2. Hemoglobin C—thalassemia disease manifests itself in these two patients as a microcytic erythrocytosis. The red cells reveal a low MCV and low MCH, but a normal MCHC. About 45 per cent of the erythrocytes appear as target cells in the film. The amount of hemoglobin C in the hemolysates was about 75 per cent, the remainder being composed of A hemoglobin, and in one instance also of a small quantity of F hemoglobin. This is analogous to the results of the hemoglobin analyses in sickle cell—thalassemia disease, where 60 to 80 per cent of the pathologic hemoglobin S are found, though these individuals are heterozygous for both the pathologic hemoglobin and the thalassemia genes. The hypothesis is advanced that the thalassemia gene modifies (enhances) the expressivity of the gene for the pathologic pigment.
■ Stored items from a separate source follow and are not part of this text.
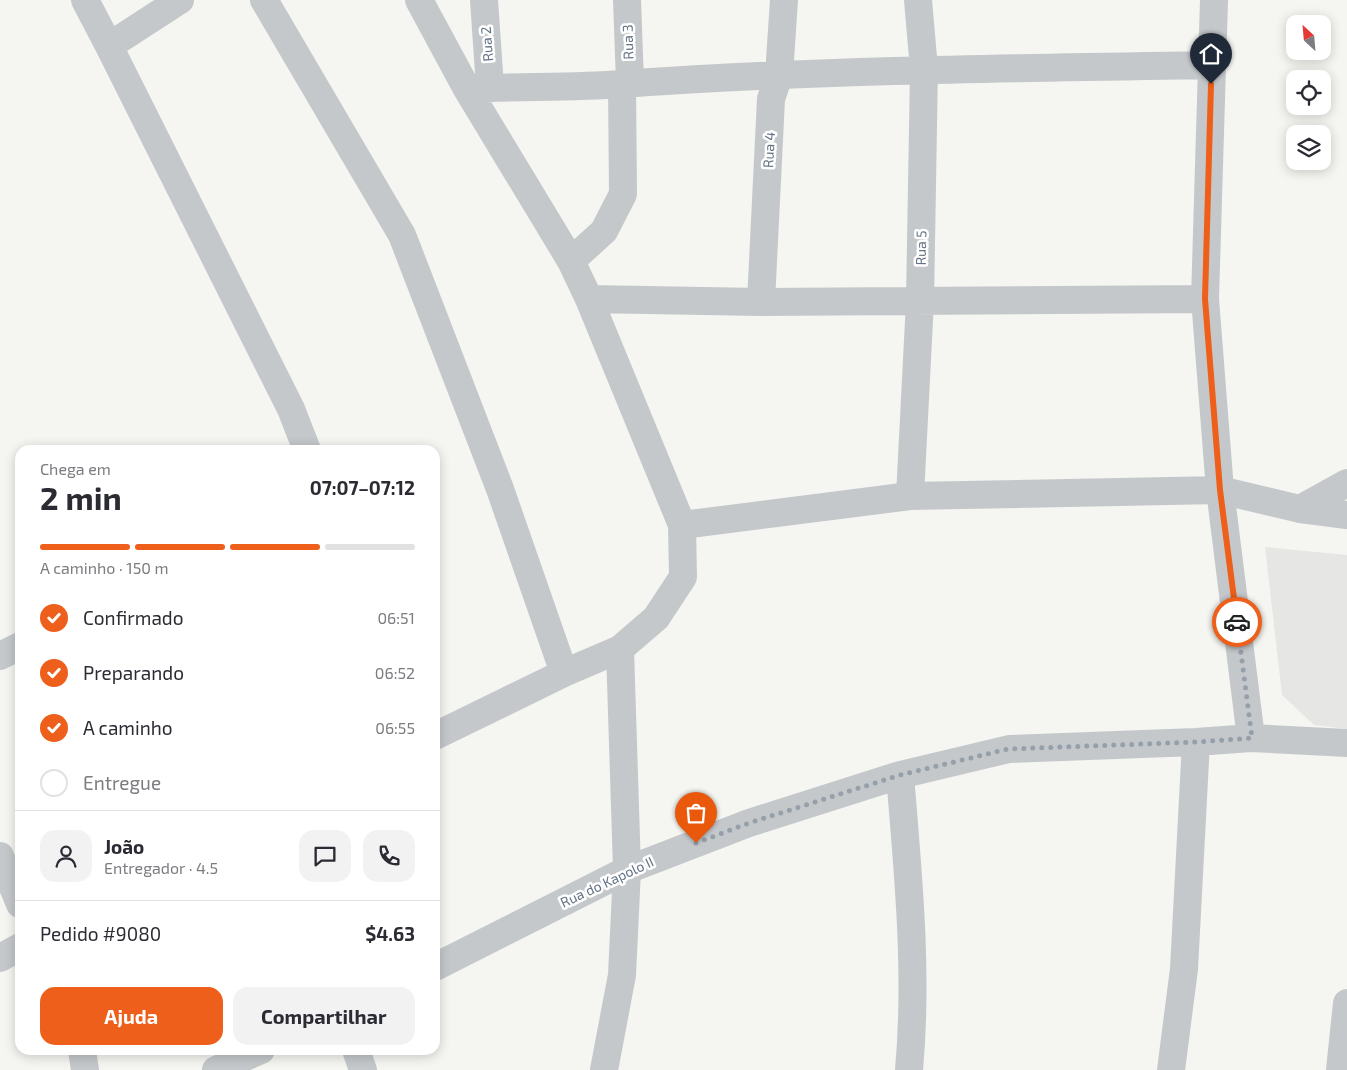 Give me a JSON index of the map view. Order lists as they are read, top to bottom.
{
  "streets": {
    "street": [
      "Rua 3",
      "Rua 2",
      "Rua 4",
      "Rua 5",
      "Rua do Kapolo II"
    ]
  },
  "north": "top left",
  "page": {
    "heading": ["2 min", "Chega em", "07:07–07:12"],
    "panel": [
      "João",
      "Entregador · 4.5",
      "Pedido #9080",
      "$4.63"
    ],
    "bar": "A caminho · 150 m",
    "list": [
      ["Confirmado", "06:51"],
      ["Preparando", "06:52"],
      ["A caminho", "06:55"],
      "Entregue"
    ],
    "buttons": ["Ajuda", "Compartilhar"]
  }
} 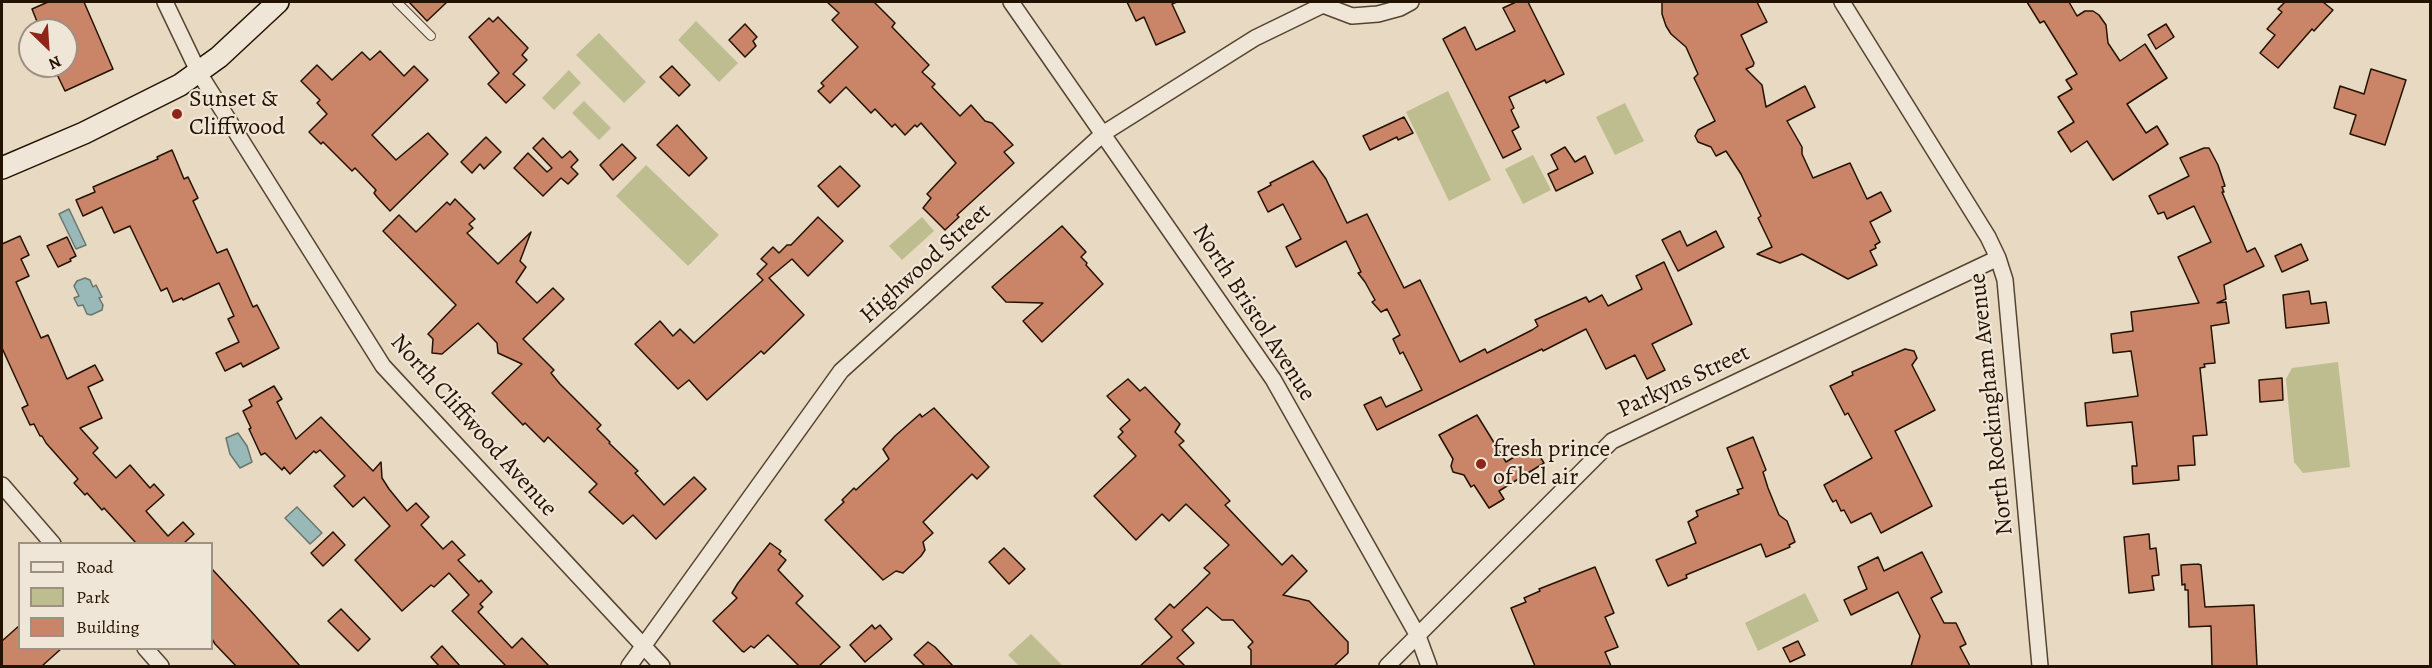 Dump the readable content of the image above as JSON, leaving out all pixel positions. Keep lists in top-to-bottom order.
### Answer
{
  "streets": {
    "street": [
      "Highwood Street",
      "North Bristol Avenue",
      "Parkyns Street",
      "North Rockingham Avenue",
      "North Cliffwood Avenue"
    ]
  },
  "crossings": [
    ["Highwood Street", "North Bristol Avenue"],
    ["Highwood Street", "North Cliffwood Avenue"],
    ["North Bristol Avenue", "Parkyns Street"],
    ["Parkyns Street", "North Rockingham Avenue"]
  ],
  "places": ["Sunset & Cliffwood", "fresh prince of bel air"],
  "legend": ["Road", "Park", "Building"],
  "north": "bottom right"
}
3. In genetic studies of families with thalassemia, hemoglobin analyses represent a necessary requirement. It is now established that thalassemia, as well as disorders associated with hemoglobin C, reveals a tendency to leptocytosis and thus may show erythrocytes with increased osmotic resistance.
4. The segregation of the thalassemia gene and of the genes for pathologic hemoglobins take place independently of each other. These genes are not allelomorphs.
Publisher
American Society of Hematology
Subject
Cell Biology,Hematology,Immunology,Biochemistry
Cited by
61 articles.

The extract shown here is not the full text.